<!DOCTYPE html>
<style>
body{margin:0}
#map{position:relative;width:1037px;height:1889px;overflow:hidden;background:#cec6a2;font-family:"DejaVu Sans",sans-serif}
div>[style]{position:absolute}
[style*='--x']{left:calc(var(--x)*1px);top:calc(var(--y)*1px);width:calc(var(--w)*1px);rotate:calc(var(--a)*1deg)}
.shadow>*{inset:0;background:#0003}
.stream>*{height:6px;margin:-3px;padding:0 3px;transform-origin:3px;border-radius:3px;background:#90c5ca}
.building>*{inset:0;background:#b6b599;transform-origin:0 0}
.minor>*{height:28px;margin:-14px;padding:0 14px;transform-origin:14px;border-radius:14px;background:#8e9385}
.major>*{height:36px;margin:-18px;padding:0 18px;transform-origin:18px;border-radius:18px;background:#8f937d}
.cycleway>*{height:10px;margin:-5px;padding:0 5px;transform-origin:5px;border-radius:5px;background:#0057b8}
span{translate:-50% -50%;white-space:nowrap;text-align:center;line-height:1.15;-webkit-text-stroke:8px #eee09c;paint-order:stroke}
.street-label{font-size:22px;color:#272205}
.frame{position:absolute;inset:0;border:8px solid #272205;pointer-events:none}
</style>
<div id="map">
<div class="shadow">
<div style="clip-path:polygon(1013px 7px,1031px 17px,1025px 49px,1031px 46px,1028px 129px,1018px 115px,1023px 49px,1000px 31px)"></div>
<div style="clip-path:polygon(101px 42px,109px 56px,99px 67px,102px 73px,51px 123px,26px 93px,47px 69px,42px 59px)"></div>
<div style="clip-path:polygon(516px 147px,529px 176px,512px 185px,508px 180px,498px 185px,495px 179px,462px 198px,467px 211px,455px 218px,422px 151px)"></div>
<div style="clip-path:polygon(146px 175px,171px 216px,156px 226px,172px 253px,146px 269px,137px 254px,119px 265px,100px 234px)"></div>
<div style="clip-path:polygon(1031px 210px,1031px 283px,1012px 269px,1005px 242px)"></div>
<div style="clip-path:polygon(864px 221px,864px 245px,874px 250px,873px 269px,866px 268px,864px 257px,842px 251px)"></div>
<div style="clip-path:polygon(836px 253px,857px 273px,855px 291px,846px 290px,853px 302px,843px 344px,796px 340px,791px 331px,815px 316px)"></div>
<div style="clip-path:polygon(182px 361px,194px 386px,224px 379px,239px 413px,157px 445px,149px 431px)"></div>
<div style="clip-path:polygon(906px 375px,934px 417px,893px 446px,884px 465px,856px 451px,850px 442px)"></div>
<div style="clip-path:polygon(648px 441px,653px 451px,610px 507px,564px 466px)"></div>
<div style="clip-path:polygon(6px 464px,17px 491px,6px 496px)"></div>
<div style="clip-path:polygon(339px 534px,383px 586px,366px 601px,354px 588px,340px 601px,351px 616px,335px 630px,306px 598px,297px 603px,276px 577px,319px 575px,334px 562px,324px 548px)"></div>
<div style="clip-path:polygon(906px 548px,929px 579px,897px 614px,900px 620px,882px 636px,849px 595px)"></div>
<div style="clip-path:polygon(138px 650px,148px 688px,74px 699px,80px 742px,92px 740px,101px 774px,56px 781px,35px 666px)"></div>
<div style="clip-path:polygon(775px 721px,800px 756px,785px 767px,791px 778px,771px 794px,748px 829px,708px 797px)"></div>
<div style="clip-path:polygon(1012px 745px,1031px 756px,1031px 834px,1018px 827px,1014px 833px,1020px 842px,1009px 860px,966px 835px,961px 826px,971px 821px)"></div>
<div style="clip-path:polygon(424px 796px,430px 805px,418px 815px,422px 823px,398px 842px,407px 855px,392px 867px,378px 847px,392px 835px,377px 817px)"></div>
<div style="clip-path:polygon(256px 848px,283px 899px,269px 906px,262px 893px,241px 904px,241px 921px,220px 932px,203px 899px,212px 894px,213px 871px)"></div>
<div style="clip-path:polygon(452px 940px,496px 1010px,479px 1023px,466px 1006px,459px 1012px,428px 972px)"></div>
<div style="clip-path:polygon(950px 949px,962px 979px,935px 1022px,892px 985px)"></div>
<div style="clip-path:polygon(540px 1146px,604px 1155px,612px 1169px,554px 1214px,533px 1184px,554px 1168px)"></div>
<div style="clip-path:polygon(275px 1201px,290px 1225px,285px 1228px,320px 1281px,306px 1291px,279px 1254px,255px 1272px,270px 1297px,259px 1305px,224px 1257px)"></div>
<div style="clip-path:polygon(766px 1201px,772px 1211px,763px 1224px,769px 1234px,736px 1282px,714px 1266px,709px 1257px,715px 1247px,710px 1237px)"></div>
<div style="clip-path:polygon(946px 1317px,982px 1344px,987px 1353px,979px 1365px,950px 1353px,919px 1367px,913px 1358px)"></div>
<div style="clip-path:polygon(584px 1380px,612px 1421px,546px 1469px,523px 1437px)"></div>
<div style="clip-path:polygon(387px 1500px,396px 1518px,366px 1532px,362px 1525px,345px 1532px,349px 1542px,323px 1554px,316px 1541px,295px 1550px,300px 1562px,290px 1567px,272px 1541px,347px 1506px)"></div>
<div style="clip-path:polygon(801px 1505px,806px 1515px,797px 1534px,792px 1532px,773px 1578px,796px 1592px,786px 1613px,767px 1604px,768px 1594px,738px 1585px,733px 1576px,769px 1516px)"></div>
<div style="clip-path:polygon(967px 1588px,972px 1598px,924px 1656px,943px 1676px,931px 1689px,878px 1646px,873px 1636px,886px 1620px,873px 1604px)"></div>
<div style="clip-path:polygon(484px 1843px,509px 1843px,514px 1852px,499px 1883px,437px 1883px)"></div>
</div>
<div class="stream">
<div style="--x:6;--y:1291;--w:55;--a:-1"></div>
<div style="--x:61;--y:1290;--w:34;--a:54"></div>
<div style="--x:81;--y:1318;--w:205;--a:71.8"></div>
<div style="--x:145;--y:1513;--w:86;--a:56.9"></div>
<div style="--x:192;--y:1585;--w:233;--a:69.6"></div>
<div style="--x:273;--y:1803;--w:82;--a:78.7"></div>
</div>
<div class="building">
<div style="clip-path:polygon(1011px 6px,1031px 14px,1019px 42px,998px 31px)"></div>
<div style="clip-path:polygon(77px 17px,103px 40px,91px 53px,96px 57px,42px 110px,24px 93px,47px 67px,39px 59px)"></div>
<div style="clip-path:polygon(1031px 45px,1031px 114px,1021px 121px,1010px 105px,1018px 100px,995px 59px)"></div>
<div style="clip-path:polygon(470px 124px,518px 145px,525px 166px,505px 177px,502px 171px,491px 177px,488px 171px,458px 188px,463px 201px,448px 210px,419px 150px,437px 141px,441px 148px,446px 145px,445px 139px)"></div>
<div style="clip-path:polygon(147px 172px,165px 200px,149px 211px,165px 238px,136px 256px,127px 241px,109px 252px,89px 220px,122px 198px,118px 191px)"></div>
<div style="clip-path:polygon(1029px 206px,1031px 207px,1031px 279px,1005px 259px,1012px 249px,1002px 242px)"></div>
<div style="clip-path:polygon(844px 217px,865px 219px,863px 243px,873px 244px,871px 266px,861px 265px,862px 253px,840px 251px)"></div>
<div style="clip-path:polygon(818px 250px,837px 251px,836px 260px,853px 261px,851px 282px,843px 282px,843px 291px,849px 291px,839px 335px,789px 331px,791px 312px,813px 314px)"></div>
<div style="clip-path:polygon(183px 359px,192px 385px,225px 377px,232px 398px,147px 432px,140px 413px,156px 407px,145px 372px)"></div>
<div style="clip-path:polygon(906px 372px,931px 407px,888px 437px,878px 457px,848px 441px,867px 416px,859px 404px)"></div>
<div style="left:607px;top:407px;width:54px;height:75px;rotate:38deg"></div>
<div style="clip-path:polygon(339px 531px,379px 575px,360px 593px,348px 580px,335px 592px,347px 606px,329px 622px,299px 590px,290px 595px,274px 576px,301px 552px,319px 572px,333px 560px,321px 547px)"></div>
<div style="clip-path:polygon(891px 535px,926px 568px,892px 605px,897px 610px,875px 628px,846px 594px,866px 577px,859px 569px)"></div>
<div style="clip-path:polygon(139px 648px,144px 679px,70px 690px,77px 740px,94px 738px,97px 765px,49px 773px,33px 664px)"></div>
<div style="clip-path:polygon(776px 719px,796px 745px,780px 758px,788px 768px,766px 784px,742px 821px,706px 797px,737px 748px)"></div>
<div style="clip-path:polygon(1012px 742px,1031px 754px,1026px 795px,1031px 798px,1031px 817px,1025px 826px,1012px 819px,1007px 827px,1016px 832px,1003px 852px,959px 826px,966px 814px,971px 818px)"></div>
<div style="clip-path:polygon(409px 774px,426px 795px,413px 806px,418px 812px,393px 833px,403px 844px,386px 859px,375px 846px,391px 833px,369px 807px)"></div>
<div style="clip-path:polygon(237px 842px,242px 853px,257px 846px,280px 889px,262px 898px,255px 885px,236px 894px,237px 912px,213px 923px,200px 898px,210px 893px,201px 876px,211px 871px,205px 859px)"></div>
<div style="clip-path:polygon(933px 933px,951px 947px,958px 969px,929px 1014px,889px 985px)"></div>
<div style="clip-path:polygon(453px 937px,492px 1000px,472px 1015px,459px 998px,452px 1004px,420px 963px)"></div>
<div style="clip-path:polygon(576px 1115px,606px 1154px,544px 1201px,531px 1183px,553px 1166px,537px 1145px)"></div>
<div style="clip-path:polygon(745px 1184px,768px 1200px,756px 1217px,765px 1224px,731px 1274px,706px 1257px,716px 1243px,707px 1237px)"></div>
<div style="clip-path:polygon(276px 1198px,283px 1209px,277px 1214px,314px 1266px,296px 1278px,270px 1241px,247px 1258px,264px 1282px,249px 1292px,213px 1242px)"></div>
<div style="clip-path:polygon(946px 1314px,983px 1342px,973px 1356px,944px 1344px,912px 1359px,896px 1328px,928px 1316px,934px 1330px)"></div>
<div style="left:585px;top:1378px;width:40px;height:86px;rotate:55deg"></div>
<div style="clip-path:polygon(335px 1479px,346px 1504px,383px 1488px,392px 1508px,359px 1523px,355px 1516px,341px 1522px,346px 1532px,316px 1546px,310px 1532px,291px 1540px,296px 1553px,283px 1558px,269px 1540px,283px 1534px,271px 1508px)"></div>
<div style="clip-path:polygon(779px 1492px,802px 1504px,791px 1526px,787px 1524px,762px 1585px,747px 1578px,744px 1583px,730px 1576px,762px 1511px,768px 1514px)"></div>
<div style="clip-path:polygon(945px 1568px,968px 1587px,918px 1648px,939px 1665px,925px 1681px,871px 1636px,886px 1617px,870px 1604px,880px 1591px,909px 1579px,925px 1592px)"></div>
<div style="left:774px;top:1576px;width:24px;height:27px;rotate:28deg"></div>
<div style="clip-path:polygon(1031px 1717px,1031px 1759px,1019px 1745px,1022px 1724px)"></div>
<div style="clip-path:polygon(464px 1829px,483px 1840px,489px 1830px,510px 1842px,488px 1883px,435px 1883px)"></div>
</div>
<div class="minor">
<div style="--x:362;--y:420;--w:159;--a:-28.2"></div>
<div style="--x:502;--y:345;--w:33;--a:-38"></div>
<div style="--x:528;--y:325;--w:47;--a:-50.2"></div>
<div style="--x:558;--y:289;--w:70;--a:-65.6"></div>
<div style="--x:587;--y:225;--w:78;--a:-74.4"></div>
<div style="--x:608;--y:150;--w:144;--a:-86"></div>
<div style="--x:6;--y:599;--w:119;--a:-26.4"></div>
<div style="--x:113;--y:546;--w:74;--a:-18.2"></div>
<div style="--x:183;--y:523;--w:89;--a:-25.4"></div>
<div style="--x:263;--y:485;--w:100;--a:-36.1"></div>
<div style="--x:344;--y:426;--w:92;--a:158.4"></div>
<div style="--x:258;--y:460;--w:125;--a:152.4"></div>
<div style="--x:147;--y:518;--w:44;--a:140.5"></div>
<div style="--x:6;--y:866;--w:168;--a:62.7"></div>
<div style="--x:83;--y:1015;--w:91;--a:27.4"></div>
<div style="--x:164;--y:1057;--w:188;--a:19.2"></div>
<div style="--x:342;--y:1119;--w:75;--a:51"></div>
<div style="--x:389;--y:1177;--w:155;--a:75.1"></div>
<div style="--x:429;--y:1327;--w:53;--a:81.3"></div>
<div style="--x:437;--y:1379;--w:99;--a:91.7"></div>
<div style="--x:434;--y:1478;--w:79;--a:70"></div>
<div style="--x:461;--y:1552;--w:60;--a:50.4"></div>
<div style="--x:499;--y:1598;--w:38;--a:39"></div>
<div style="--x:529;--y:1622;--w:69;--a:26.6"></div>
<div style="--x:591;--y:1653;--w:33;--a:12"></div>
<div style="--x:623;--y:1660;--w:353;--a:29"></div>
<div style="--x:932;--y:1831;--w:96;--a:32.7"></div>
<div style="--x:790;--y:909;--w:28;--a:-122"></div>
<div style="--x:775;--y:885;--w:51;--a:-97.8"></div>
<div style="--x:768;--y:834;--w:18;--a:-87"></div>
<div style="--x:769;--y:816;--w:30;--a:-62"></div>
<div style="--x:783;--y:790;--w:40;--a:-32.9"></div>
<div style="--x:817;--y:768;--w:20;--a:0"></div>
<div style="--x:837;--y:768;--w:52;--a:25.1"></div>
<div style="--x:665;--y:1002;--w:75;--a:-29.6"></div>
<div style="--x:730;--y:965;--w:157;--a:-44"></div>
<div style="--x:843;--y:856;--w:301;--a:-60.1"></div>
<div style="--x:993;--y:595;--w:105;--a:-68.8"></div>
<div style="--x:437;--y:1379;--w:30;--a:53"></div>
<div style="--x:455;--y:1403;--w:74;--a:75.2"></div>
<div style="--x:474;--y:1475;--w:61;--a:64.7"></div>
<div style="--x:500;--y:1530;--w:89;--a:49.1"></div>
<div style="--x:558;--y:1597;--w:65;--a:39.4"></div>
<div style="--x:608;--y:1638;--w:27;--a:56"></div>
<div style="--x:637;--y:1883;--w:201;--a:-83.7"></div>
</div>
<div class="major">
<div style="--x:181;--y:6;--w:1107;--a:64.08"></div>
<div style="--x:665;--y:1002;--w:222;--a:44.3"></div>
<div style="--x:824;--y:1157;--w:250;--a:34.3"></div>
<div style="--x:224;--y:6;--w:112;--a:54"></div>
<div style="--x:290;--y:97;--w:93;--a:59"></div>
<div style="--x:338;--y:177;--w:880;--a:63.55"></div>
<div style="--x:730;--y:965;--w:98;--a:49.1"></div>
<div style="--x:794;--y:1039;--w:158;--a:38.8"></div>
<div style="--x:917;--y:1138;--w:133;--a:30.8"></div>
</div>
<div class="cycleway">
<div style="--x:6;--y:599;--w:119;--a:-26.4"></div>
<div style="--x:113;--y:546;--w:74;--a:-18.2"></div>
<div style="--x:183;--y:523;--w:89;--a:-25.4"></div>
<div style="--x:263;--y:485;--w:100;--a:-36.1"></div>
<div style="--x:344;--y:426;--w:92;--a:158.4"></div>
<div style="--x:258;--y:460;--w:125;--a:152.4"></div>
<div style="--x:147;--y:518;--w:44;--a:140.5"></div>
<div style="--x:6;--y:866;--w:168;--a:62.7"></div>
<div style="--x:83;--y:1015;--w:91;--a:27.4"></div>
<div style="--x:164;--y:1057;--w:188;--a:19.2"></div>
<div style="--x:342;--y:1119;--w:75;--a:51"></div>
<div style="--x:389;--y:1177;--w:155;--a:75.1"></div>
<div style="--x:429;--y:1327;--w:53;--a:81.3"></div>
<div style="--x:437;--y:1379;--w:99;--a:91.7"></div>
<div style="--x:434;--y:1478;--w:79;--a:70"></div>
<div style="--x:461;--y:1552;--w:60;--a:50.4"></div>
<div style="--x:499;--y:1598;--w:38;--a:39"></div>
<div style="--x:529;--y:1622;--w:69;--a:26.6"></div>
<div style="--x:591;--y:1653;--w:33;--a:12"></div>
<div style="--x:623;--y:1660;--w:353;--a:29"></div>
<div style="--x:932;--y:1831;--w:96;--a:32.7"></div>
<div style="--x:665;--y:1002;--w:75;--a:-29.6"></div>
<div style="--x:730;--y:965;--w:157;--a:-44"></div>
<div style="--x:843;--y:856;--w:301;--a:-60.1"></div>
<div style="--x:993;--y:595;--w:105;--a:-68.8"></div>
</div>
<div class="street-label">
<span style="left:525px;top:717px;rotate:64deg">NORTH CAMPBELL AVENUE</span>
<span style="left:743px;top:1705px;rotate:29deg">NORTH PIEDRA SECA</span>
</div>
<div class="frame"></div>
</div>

- [Exercise instructions] Please go through the listing and return each line that has "stream" in it.

- [Task response]
.stream>*{height:6px;margin:-3px;padding:0 3px;transform-origin:3px;border-radius:3px;background:#90c5ca}
<div class="stream">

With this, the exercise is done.